* [DATA RECORDS]:

_ _ _

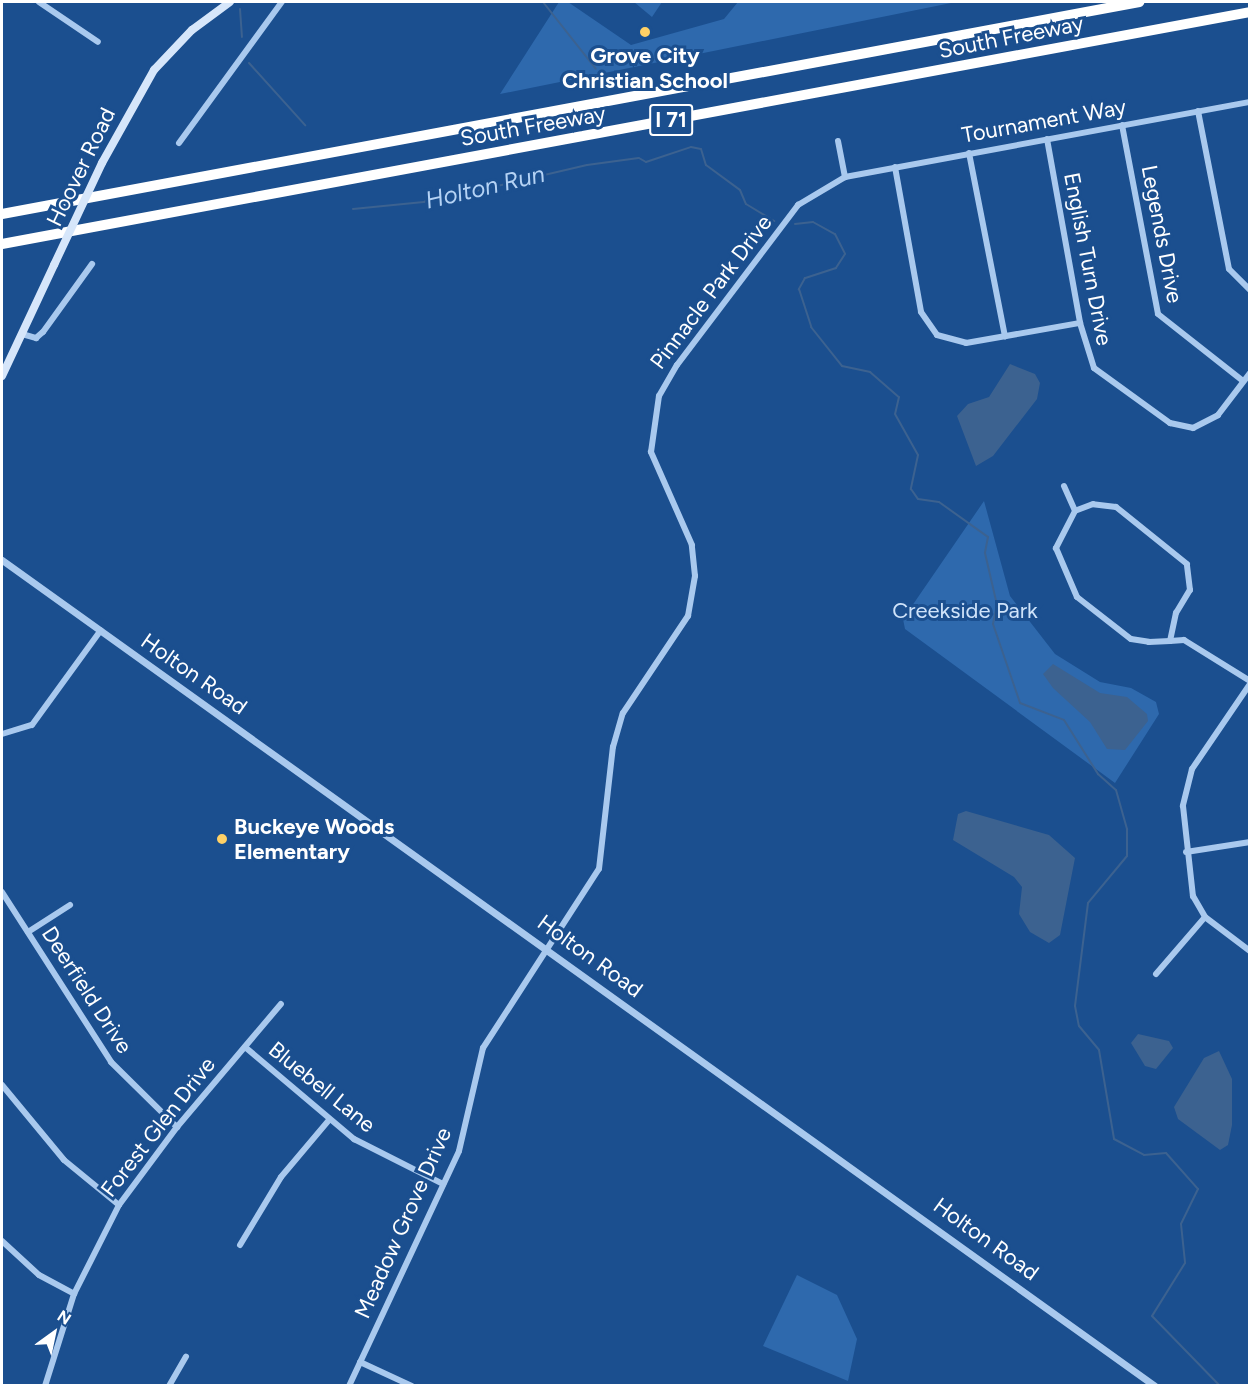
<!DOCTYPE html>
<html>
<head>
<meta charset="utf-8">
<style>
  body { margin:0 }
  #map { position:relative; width:1251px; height:1387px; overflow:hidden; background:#1b4f8f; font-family:Figtree,sans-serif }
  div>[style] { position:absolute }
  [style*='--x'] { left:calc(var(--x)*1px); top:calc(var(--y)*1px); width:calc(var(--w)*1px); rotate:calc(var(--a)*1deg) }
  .green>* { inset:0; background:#2e69ad }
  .water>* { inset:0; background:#3c6290 }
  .stream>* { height:2px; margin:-1px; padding:0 1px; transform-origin:1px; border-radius:1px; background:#3c6290 }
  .minor>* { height:6px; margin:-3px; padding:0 3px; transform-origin:3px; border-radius:3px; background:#a9c9ee }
  .tertiary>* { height:7px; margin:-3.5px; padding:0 3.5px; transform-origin:3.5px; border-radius:3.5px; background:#a9c9ee }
  .secondary>* { height:8px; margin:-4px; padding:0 4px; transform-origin:4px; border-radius:4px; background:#d6e6fa }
  .motorway>* { height:10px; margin:-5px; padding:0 5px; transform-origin:5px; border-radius:5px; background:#fff }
  .secondary-bridge>* { height:8px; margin:-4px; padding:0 4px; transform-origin:4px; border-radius:4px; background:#d6e6fa }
  .dots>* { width:16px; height:16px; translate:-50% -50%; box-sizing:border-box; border:3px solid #1b4f8f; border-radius:50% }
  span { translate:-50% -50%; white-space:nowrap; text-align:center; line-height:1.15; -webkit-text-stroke:6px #1b4f8f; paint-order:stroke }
  .shield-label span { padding:2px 4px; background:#1b4f8f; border:2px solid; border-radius:4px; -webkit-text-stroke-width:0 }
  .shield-label { font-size:21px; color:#fff; font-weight:700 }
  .street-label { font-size:22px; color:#fff }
  .poi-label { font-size:22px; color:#fff; font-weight:700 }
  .left { translate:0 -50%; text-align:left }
  .park-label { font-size:22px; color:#cfe3fa }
  .water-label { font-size:24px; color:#b5d3f5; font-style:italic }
  .frame { position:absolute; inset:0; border:3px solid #fff; pointer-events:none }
  .north { position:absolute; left:24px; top:1303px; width:60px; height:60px; -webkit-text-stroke:4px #1b4f8f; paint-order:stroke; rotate:33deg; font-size:16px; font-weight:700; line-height:24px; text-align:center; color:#fff }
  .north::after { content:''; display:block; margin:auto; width:21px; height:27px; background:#fff; clip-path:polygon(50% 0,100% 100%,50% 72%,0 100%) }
</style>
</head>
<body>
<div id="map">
  <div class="green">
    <i style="clip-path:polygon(559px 2px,568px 2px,631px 45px,724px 19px,738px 2px,956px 2px,500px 94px)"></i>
    <i style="clip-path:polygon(634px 2px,662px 2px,652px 17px)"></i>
    <i style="clip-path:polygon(984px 501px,1010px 596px,1055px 654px,1100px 682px,1131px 688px,1156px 702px,1159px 714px,1115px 783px,905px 629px,903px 619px)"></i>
    <i style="clip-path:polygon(797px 1275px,837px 1295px,857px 1339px,848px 1381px,763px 1346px)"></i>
  </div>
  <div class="water">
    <i style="clip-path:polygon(1010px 364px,1035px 374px,1040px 383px,1037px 399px,993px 456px,976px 466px,957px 416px,968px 404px,989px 397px)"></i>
    <i style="clip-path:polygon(1053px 664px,1100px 693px,1127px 697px,1147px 714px,1148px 721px,1125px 750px,1107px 749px,1090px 722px,1053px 688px,1043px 674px)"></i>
    <i style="clip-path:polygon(966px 811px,1049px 835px,1075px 858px,1060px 935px,1049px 943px,1030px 932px,1019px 914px,1022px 887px,1014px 877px,953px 840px,958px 814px)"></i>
    <i style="clip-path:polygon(1138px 1034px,1169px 1041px,1173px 1048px,1156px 1069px,1145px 1066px,1131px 1043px)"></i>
    <i style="clip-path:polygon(1219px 1051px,1232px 1079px,1232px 1125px,1228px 1145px,1220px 1150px,1178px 1119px,1174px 1107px,1204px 1058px)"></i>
  </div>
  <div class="stream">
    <i style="--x:543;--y:2;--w:85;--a:51.7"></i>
    <i style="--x:240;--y:9;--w:28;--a:86"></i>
    <i style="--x:249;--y:63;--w:84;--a:47.9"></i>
    <i style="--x:353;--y:209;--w:71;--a:-5.6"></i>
    <i style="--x:424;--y:202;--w:22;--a:-27"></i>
    <i style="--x:444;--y:192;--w:28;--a:0"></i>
    <i style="--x:472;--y:192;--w:118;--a:-13.2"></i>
    <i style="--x:587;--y:165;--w:52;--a:-7.7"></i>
    <i style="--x:639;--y:158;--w:8;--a:30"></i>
    <i style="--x:646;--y:162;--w:47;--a:-18.4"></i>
    <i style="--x:691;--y:147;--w:10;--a:11"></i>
    <i style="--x:701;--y:149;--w:17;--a:73"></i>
    <i style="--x:706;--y:165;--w:42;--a:36.3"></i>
    <i style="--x:740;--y:190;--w:15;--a:67"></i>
    <i style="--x:746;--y:204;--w:33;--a:31"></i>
    <i style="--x:795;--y:224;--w:18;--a:-6"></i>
    <i style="--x:813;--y:222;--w:25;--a:29"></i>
    <i style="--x:835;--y:234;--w:22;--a:63"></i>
    <i style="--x:845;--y:254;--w:17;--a:123"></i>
    <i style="--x:836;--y:268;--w:33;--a:162"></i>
    <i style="--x:805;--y:278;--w:13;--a:119"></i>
    <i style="--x:799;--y:289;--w:40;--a:72"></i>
    <i style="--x:811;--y:327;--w:50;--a:51.5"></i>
    <i style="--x:842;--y:366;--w:29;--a:12"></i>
    <i style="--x:870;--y:372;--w:38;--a:41"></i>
    <i style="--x:899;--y:397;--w:17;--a:103"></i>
    <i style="--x:895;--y:414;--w:47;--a:60.7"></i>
    <i style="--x:918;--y:455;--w:35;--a:102"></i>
    <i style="--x:911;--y:489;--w:12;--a:55"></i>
    <i style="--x:918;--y:499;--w:21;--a:8"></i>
    <i style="--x:939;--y:502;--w:60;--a:35.5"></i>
    <i style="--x:988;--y:537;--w:16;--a:101"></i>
    <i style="--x:985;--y:553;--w:53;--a:77"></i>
    <i style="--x:997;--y:605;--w:19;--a:102"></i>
    <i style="--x:993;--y:624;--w:83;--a:71.1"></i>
    <i style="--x:1020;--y:703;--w:47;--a:21.1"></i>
    <i style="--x:1064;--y:720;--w:64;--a:57.8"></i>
    <i style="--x:1098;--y:774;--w:24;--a:42"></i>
    <i style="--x:1116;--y:790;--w:41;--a:74.2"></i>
    <i style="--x:1127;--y:829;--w:27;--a:90"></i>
    <i style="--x:1127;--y:856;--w:61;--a:129.7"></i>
    <i style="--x:1088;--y:903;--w:104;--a:97.2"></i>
    <i style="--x:1075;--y:1006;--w:20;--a:79"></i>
    <i style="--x:1079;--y:1026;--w:31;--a:50"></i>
    <i style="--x:1099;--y:1050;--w:90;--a:80.4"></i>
    <i style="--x:1114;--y:1139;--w:34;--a:28"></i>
    <i style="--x:1144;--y:1155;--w:22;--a:-5"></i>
    <i style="--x:1166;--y:1153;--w:48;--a:48.4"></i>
    <i style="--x:1198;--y:1189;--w:39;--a:116"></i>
    <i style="--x:1181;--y:1224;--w:39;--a:84"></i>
    <i style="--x:1185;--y:1263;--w:62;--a:121.9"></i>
    <i style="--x:1152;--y:1316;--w:98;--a:45.8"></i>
  </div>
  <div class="minor">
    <i style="--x:39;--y:2;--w:71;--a:34.1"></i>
    <i style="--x:1198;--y:111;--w:161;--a:78.9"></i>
    <i style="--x:1229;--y:269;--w:30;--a:45"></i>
    <i style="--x:1122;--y:125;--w:192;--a:79.2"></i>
    <i style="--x:1158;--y:314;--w:108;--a:38.2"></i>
    <i style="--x:1047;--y:139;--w:187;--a:79.8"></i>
    <i style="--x:1080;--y:323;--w:47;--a:72.7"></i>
    <i style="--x:1094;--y:368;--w:94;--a:35.9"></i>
    <i style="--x:1170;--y:423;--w:24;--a:12"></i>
    <i style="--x:1193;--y:428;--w:28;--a:-27"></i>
    <i style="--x:1218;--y:415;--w:53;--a:-52.7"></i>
    <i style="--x:838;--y:141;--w:37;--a:79"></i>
    <i style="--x:179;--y:143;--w:175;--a:-53.9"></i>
    <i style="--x:969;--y:153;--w:187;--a:78.9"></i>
    <i style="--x:895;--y:167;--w:147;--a:79.8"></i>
    <i style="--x:921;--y:312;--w:28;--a:55"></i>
    <i style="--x:937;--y:335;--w:30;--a:15"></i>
    <i style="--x:966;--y:343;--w:116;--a:-10"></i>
    <i style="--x:22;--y:334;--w:15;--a:16"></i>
    <i style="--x:36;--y:338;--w:9;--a:-41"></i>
    <i style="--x:43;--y:332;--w:84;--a:-54.2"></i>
    <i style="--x:1064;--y:486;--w:27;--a:66"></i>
    <i style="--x:1170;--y:641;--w:29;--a:-78"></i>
    <i style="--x:1176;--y:613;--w:27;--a:-59"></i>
    <i style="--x:1190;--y:590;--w:26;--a:-97"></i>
    <i style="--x:1187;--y:564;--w:91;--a:-141.2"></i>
    <i style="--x:1116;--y:507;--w:23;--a:-173"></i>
    <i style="--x:1093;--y:504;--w:19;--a:159"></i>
    <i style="--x:1075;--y:511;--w:42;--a:117.2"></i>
    <i style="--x:1056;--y:548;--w:53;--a:66.8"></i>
    <i style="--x:1077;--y:597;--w:68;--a:37.9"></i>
    <i style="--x:1131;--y:639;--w:18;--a:9"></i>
    <i style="--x:1149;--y:642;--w:21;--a:-3"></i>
    <i style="--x:1170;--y:641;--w:14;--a:-4"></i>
    <i style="--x:1184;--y:640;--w:78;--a:31.8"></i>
    <i style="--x:1250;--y:684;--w:103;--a:124.3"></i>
    <i style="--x:1192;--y:769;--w:38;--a:104"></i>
    <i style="--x:1183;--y:806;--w:91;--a:83.7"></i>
    <i style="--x:1193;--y:896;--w:24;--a:60"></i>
    <i style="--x:1205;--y:917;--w:56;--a:37.1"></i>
    <i style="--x:2;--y:734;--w:31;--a:-17"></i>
    <i style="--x:32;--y:725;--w:117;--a:-54"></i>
    <i style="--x:1186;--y:852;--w:65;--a:-8.9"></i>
    <i style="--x:2;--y:892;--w:202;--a:57.3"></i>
    <i style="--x:111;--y:1062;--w:93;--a:44.6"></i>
    <i style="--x:28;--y:932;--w:50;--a:-32.7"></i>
    <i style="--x:1156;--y:974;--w:75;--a:-49.3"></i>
    <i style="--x:245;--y:1047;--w:143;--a:40.2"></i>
    <i style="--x:354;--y:1139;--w:100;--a:26.8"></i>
    <i style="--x:2;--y:1085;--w:97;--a:50.4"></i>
    <i style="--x:64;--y:1160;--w:71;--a:39.3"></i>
    <i style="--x:2;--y:1241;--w:50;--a:42.6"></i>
    <i style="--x:39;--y:1275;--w:40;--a:28"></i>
    <i style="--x:240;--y:1245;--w:79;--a:-58.9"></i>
    <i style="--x:281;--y:1177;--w:75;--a:-49.9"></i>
    <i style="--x:360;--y:1362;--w:57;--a:24.8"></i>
    <i style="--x:45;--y:1386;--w:96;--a:-72.5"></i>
    <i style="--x:74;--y:1294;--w:100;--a:-63.2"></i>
    <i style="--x:119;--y:1205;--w:97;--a:-53.4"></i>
    <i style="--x:177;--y:1127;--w:161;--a:-49.8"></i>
    <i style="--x:169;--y:1386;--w:34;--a:-60"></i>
    <i style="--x:349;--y:1386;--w:259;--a:-64.9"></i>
    <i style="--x:459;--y:1151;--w:106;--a:-76.9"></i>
    <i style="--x:483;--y:1048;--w:213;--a:-57.1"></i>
    <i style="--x:599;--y:869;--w:123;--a:-83.5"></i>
    <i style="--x:613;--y:747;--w:35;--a:-74"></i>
    <i style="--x:623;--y:713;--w:117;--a:-56.2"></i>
    <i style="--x:688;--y:616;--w:41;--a:-80.1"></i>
    <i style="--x:695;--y:576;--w:31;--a:-96"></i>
    <i style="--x:692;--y:545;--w:102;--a:-113.8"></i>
    <i style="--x:651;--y:452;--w:57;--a:-81.9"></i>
    <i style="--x:659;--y:396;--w:36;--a:-60"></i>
    <i style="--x:677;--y:365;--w:201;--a:-52.9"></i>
    <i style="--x:798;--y:205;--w:55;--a:-30.8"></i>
    <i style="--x:845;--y:177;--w:412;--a:-10.5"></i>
  </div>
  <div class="tertiary">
    <i style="--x:2;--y:560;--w:1418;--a:35.62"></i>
  </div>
  <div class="secondary">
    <i style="--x:102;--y:163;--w:107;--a:-60.8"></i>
    <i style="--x:154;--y:70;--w:55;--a:-46.5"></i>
    <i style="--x:192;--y:30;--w:47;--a:-36.4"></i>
    <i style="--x:2;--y:376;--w:123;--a:-64.9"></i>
  </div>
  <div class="motorway">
    <i style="--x:2;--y:214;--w:1157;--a:-10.56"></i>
    <i style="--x:2;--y:244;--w:1269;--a:-10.53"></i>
  </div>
  <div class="secondary-bridge">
    <i style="--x:54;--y:265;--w:113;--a:-64.8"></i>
  </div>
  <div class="dots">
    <i style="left:645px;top:32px;background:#ffd166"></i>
    <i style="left:222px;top:839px;background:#ffd166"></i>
  </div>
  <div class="shield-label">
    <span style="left:671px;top:120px">I 71</span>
  </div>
  <div class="street-label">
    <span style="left:1011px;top:37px;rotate:-11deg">South Freeway</span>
    <span style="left:1044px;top:121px;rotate:-10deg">Tournament Way</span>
    <span style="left:533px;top:126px;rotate:-10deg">South Freeway</span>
    <span style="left:81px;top:167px;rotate:-64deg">Hoover Road</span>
    <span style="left:1162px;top:234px;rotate:79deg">Legends Drive</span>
    <span style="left:1088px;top:259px;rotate:79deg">English Turn Drive</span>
    <span style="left:711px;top:292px;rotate:-53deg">Pinnacle Park Drive</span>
    <span style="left:194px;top:674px;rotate:35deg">Holton Road</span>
    <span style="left:590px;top:956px;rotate:36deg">Holton Road</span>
    <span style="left:87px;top:990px;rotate:57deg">Deerfield Drive</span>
    <span style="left:322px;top:1087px;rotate:39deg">Bluebell Lane</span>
    <span style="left:158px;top:1127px;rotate:-52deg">Forest Glen Drive</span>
    <span style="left:403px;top:1223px;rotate:-66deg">Meadow Grove Drive</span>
    <span style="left:986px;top:1239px;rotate:36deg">Holton Road</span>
  </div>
  <div class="poi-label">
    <span style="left:645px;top:68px">Grove City<br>Christian School</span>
    <span class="left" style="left:234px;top:839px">Buckeye Woods<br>Elementary</span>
  </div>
  <div class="park-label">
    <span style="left:965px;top:611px">Creekside Park</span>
  </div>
  <div class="water-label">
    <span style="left:485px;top:187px;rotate:-13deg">Holton Run</span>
  </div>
  <div class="frame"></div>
  <div class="north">N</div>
</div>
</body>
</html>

_ _ _

* [WHAT YOU ARE ASKED TO DO]: Copy, from the material, each line that holds the string "stream".

* [COMPLETED TASK]:
  .stream>* { height:2px; margin:-1px; padding:0 1px; transform-origin:1px; border-radius:1px; background:#3c6290 }
  <div class="stream">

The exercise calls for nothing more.